Perhaps the most understandable human response to the increasingly frequent boast that modern technology is infallible is to point to the fallibility of the claim. As mere mortals who find ourselves more and more at the mercy of some new electronic gadget, we would be wise not to develop a world-class case of paranoia or at the very least a bad case of nerves characterized by an uncontrollable eye twitch or the involuntary tapping of our right index finger.
Hardly a day passes without some announcement of a major "scientific breakthrough" that will either cure some previously incurable disease, make life easier for the five billion human specks who inhabit this small terrestrial piece of rock or rid our lives of some scourge, ranging from the African fruit fly to the Missouri Misery, a.k.a. the 52-week-a-year sinus infection.
Several years ago, modern science breathlessly announced complete victory in the war on the South American fire ant, which arrived in our country sometime in the 1930s and proceeded to make life miserable for anyone who suffered the sting of its mandibles. Indeed, the fire ant was so formidable that it was capable of biting through electrical wires and knocking out electrical power of entire neighborhoods.
Armed with DDT and laboratory prepared toxins, scientists set about to destroy the unwelcome pest that allegedly ate metal just to keep in practice. After three decades of constantly spraying fire-ant territory with the killer compounds, however, the U.S. government had no choice but to declare unconditional surrender. It turns out the pesticides had all along been doing less damage to the invader than to its predators. Pouring chemicals in the living rooms of the ants actually increased their population.
Hence, the fallibility of science's best-Laid technological plans that often go so thoroughly awry.

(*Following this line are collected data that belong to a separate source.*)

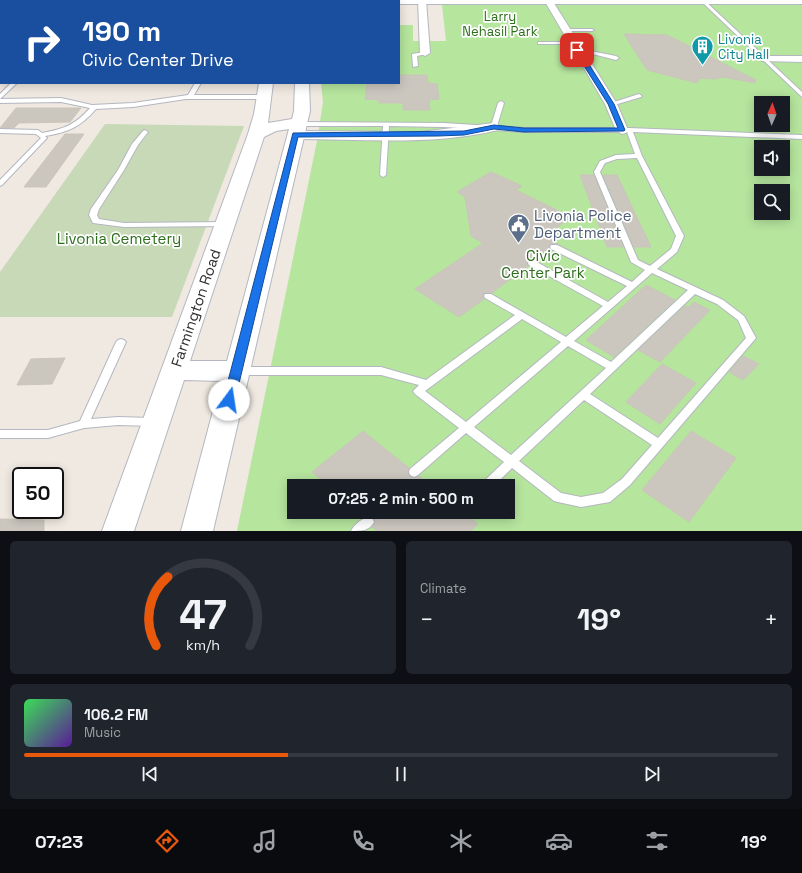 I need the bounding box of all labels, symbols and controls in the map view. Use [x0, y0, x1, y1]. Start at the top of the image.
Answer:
park label: Larry Nehasil Park [462, 8, 538, 40]
text: 190 m [82, 13, 161, 49]
icon: right [16, 16, 68, 68]
place label: Livonia City Hall [718, 31, 769, 63]
pin [560, 33, 594, 67]
building icon: Livonia City Hall [690, 33, 716, 66]
icon: arrive [566, 39, 588, 61]
text: Civic Center Drive [82, 48, 234, 71]
north arrow [754, 96, 790, 132]
map controls [754, 96, 790, 220]
button: sound [754, 140, 790, 176]
button: search [754, 184, 790, 220]
place label: Livonia Police Department [534, 206, 632, 242]
public building icon: Livonia Police Department [505, 212, 531, 245]
park label: Livonia Cemetery [57, 229, 181, 248]
street label: Farmington Road [166, 246, 225, 369]
park label: Civic Center Park [501, 246, 585, 282]
position arrow [208, 379, 250, 421]
speed limit sign: 50 [12, 467, 64, 519]
text: 07:25 · 2 min · 500 m [328, 489, 474, 508]
text: Climate [420, 580, 466, 597]
text: 47 [179, 587, 227, 640]
text: 19° [577, 600, 621, 639]
text: − [420, 605, 434, 633]
text: + [764, 605, 778, 633]
text: km/h [186, 635, 220, 653]
text: 106.2 FM [84, 705, 148, 724]
text: Music [84, 724, 121, 741]
icon: previous [139, 763, 161, 785]
icon: pause [390, 763, 412, 785]
icon: next [641, 763, 663, 785]
icon: directions [153, 827, 181, 855]
icon: music [251, 827, 279, 855]
icon: phone [349, 827, 377, 855]
icon: climate [447, 827, 475, 855]
icon: car [545, 827, 573, 855]
icon: filters [643, 827, 671, 855]
text: 07:23 [35, 830, 83, 853]
text: 19° [741, 830, 767, 853] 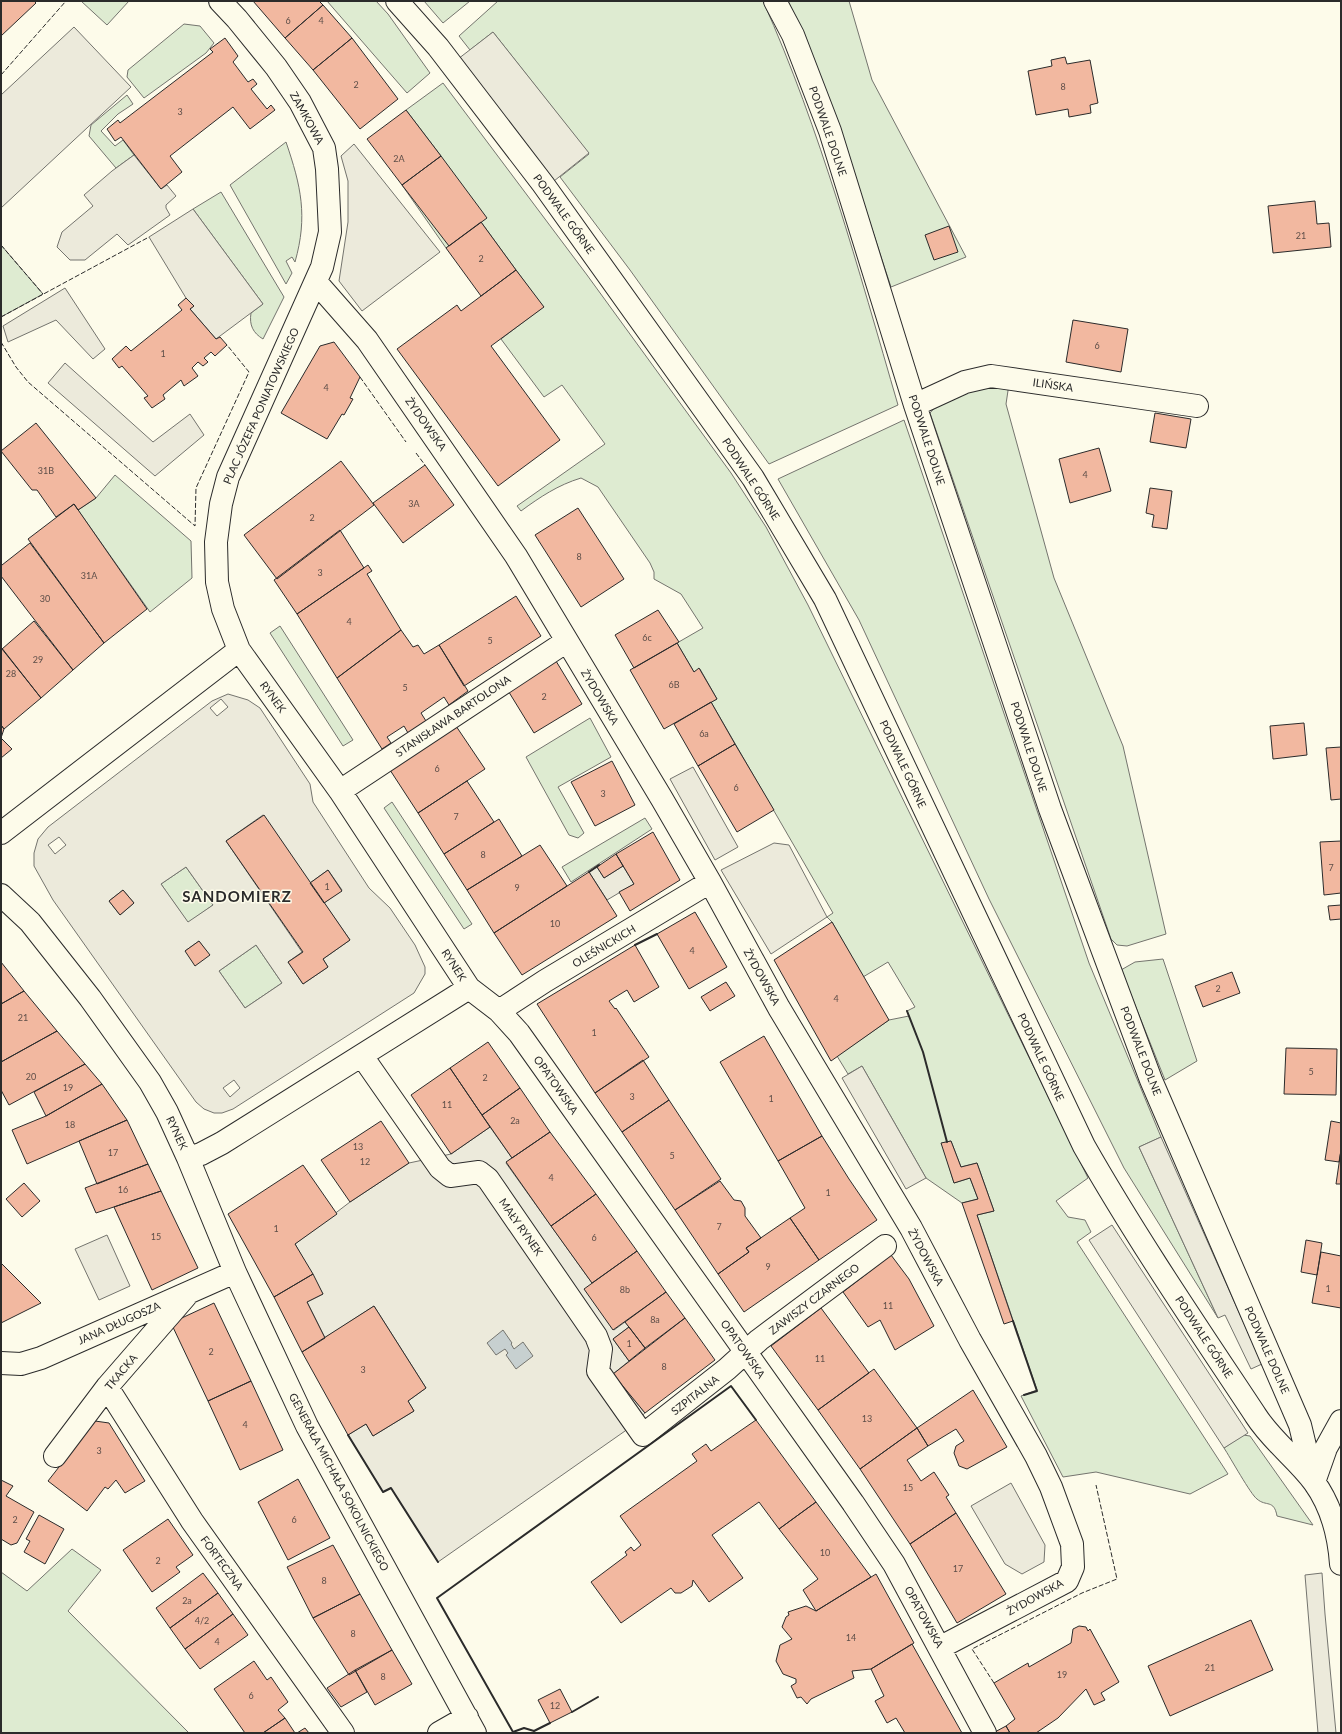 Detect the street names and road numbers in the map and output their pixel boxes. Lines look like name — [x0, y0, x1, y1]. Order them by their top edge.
street label: PODWALE DOLNE — [807, 84, 850, 178]
street label: ZAMKOWA — [288, 89, 327, 147]
street label: PODWALE GÓRNE — [531, 171, 598, 256]
street label: PLAC JÓZEFA PONIATOWSKIEGO — [220, 325, 301, 486]
street label: ILIŃSKA — [1032, 375, 1075, 394]
street label: PODWALE DOLNE — [907, 393, 948, 487]
street label: ŻYDOWSKA — [403, 394, 450, 454]
street label: PODWALE GÓRNE — [720, 435, 783, 522]
street label: ŻYDOWSKA — [579, 667, 622, 727]
street label: STANISŁAWA BARTOLONA — [393, 672, 513, 759]
street label: RYNEK — [258, 679, 290, 715]
street label: PODWALE DOLNE — [1009, 700, 1050, 794]
street label: PODWALE GÓRNE — [877, 718, 929, 810]
street label: OLEŚNICKICH — [570, 922, 638, 970]
street label: RYNEK — [439, 946, 470, 984]
street label: ŻYDOWSKA — [742, 946, 784, 1008]
street label: PODWALE DOLNE — [1118, 1004, 1164, 1097]
street label: PODWALE GÓRNE — [1015, 1011, 1067, 1103]
street label: OPATOWSKA — [531, 1053, 582, 1117]
street label: RYNEK — [164, 1114, 191, 1152]
street label: MAŁY RYNEK — [497, 1195, 546, 1259]
street label: ŻYDOWSKA — [906, 1226, 947, 1288]
street label: ZAWISZY CZARNEGO — [766, 1260, 862, 1337]
street label: PODWALE GÓRNE — [1173, 1293, 1236, 1380]
street label: JANA DŁUGOSZA — [75, 1298, 163, 1347]
street label: PODWALE DOLNE — [1242, 1304, 1293, 1396]
street label: OPATOWSKA — [718, 1317, 769, 1381]
street label: TKACKA — [102, 1351, 140, 1392]
street label: SZPITALNA — [668, 1372, 722, 1417]
street label: GENERAŁA MICHAŁA SOKOLNICKIEGO — [287, 1391, 392, 1573]
street label: FORTECZNA — [198, 1533, 247, 1593]
street label: ŻYDOWSKA — [1004, 1575, 1066, 1617]
street label: OPATOWSKA — [902, 1584, 947, 1650] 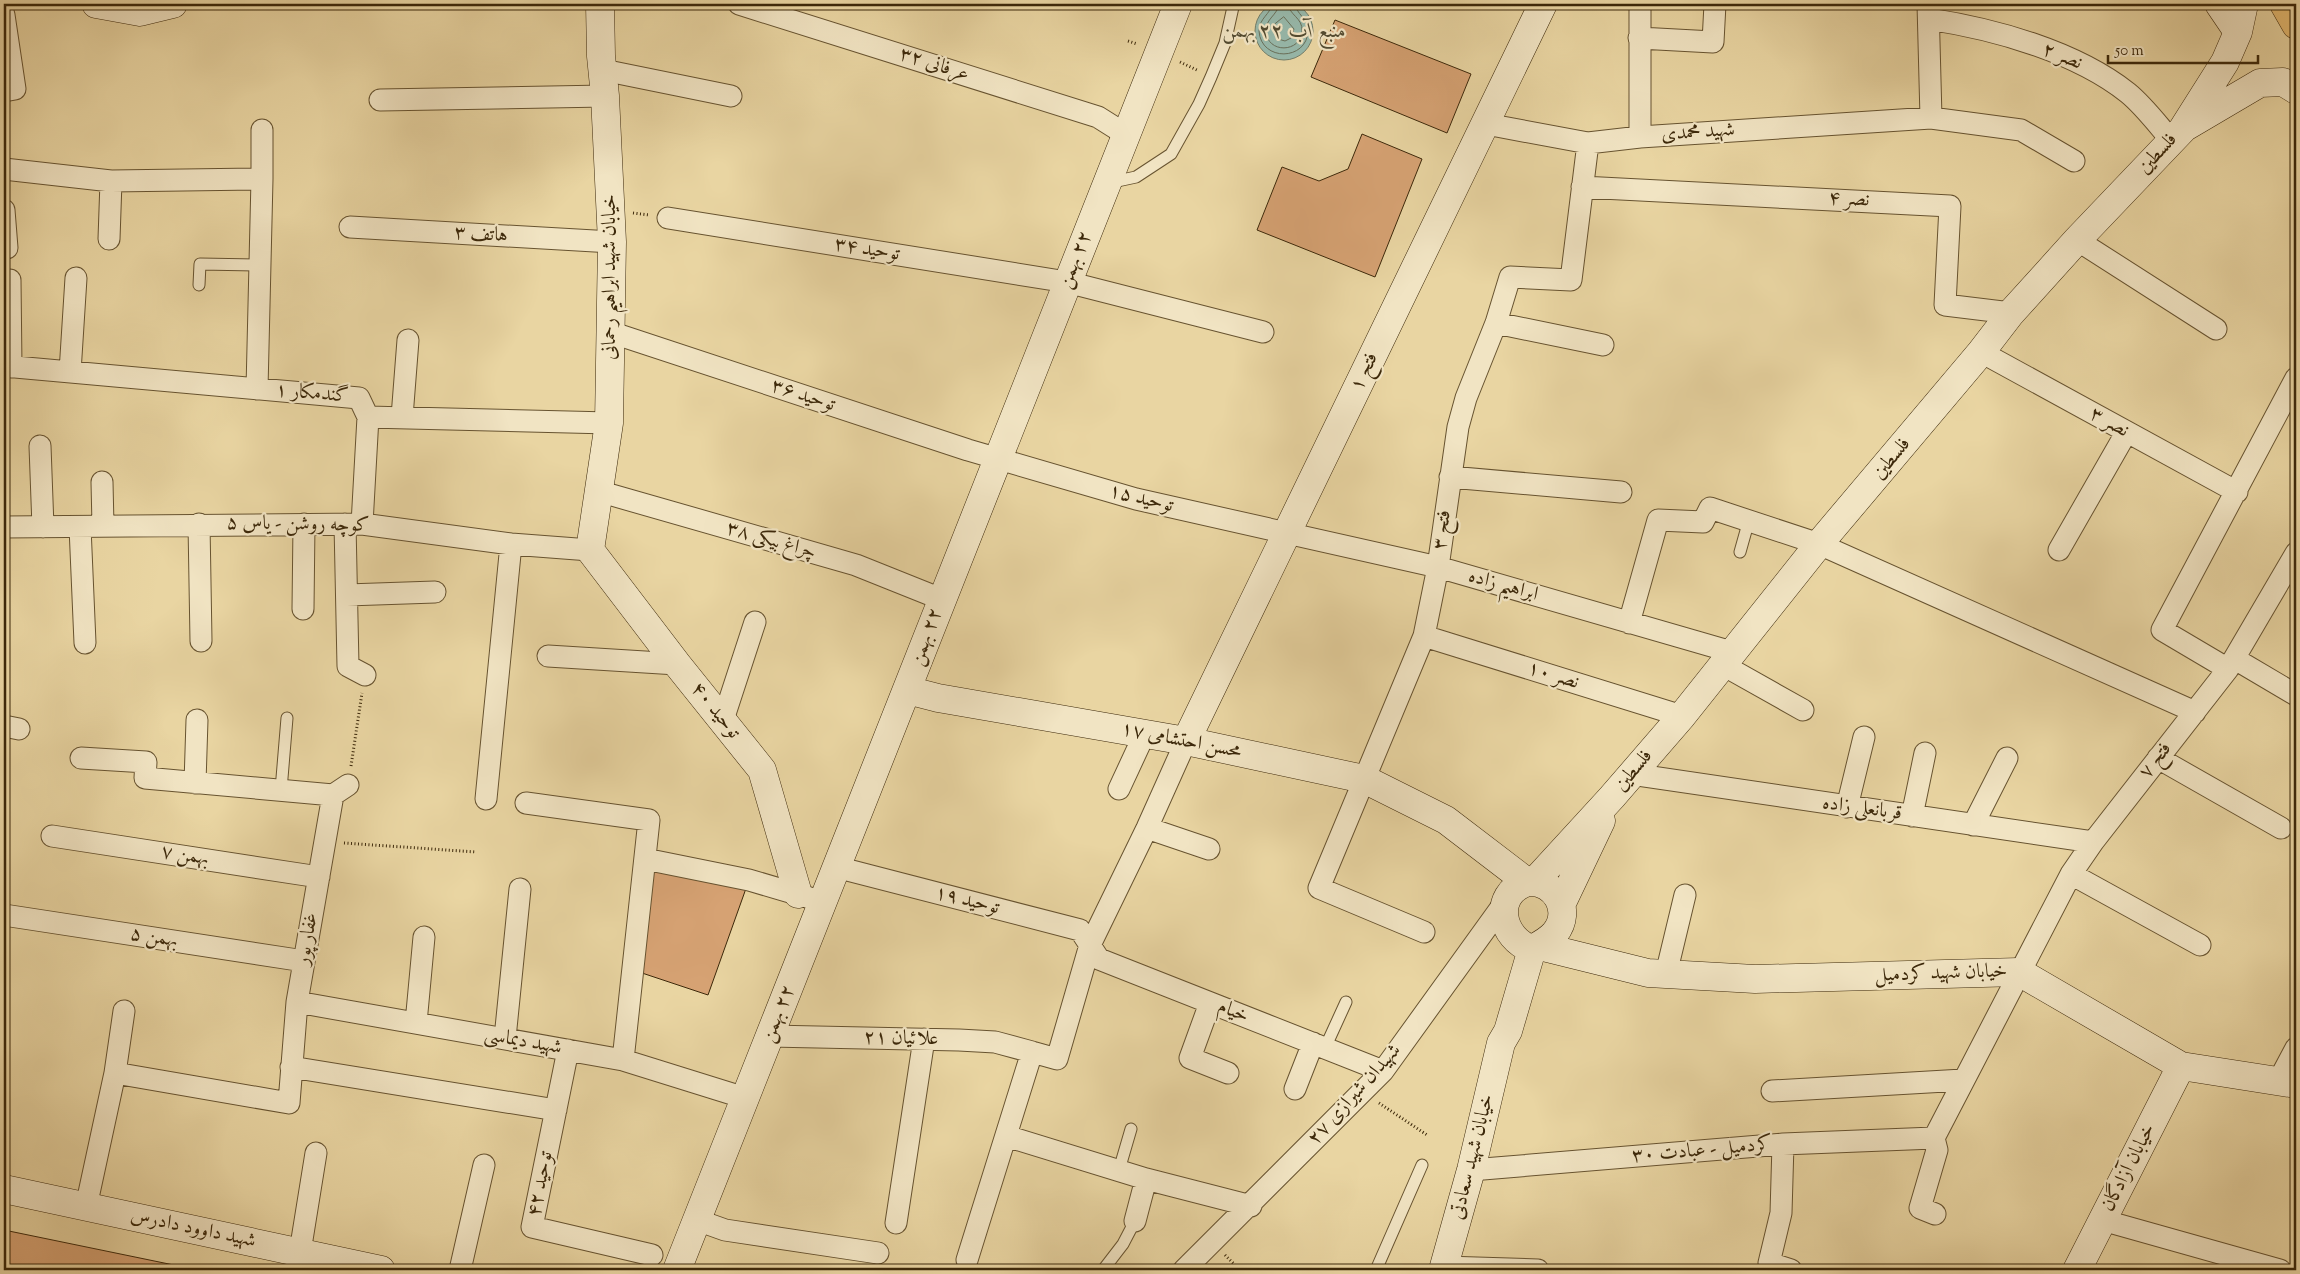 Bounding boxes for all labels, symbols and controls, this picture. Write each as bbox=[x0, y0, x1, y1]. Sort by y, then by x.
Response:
water label: منبع آب ۲۲ بهمن bbox=[1222, 17, 1346, 49]
scale bar bbox=[2108, 32, 2258, 64]
street label: نصر ۲ bbox=[2038, 36, 2087, 78]
street label: عرفانی ۳۲ bbox=[895, 40, 973, 90]
text: 50 m bbox=[2114, 41, 2144, 62]
street label: شهید محمدی bbox=[1660, 116, 1736, 150]
street label: فلسطین bbox=[2131, 127, 2185, 181]
street label: نصر ۴ bbox=[1828, 184, 1870, 216]
street label: خیابان شهید ابراهیم رحمانی bbox=[596, 194, 628, 360]
street label: هاتف ۳ bbox=[454, 219, 508, 251]
street label: ٢٢ بهمن bbox=[1051, 227, 1101, 293]
street label: توحید ۳۴ bbox=[832, 231, 902, 269]
street label: فتح ۱ bbox=[1343, 348, 1388, 397]
street label: توحید ۳۶ bbox=[767, 372, 839, 420]
street label: گندمکار ۱ bbox=[274, 376, 350, 412]
street label: نصر ۳ bbox=[2084, 400, 2134, 446]
street label: فلسطین bbox=[1866, 432, 1918, 486]
street label: توحید ۱۵ bbox=[1106, 477, 1177, 521]
street label: کوچه روشن - یاس ۵ bbox=[226, 509, 370, 541]
street label: فتح ۳ bbox=[1426, 509, 1461, 552]
street label: چراغ بیکی ۳۸ bbox=[722, 514, 819, 569]
street label: ابراهیم زاده bbox=[1464, 562, 1541, 613]
street label: ٢٢ بهمن bbox=[903, 604, 951, 670]
street label: نصر ۱۰ bbox=[1524, 654, 1583, 698]
street label: توحید ۴۰ bbox=[683, 676, 747, 746]
street label: محسن احتشامی ۱۷ bbox=[1118, 715, 1244, 767]
street label: فتح ۷ bbox=[2132, 736, 2180, 786]
street label: فلسطین bbox=[1608, 744, 1660, 798]
street label: قربانعلی زاده bbox=[1820, 789, 1904, 829]
street label: بهمن ۷ bbox=[159, 838, 211, 874]
street label: توحید ۱۹ bbox=[932, 879, 1003, 923]
street label: غفار پور bbox=[289, 911, 327, 969]
street label: بهمن ۵ bbox=[128, 920, 180, 956]
street label: خیابان شهید کردمیل bbox=[1874, 957, 2008, 991]
street label: ٢٢ بهمن bbox=[754, 981, 804, 1047]
street label: خیام bbox=[1213, 993, 1253, 1032]
street label: شهید دیماسی bbox=[482, 1021, 564, 1063]
street label: علائیان ۲۱ bbox=[863, 1024, 939, 1054]
street label: شهیدان شیرازی ۲۷ bbox=[1301, 1038, 1409, 1152]
street label: خیابان شهید سعادتی bbox=[1443, 1091, 1503, 1223]
street label: خیابان آزادگان bbox=[2094, 1119, 2164, 1217]
street label: کردمیل - عبادت ۳۰ bbox=[1631, 1130, 1773, 1172]
street label: توحید ۴۲ bbox=[520, 1149, 562, 1219]
street label: شهید داوود دادرس bbox=[128, 1202, 258, 1256]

No invention has been more widely hailed in recent times than the computer, which as it turns out is no more invulnerable to the perversity of objects and systems than the magic Fruit Fly elixir. Hailed some 10 years as only the latest innovation for a tidy, eco-correct paperless office, today's computers turn out more paper than a printing press, helped along by that other great "paperless" invention, the Internet.
Of course we may have to wait for all the marvels of the computer until the next century, which as it turns out, wasn't scheduled on millions of computers that now require further expenditure to recognize the year 2000. Without this expensive adjustment, you will find yourself celebrating the millennium as you bring up the year McKinley was president.
And of course science is still trying to explain why, after the expenditure of billions of dollars, many of them going to a fellow named Bill Gates, America's rate of productivity remains virtually at the same level as when science developed another electronic wonder, the electric can opener.
Nor do the ironies of modern medicine bode well for the disease-free future that has been painted ever since barbers performed open-chair surgery. Today we are faced with wave after wave of deadly, drug-resistant microbes, and we are quickly running out of antibiotics to fight them.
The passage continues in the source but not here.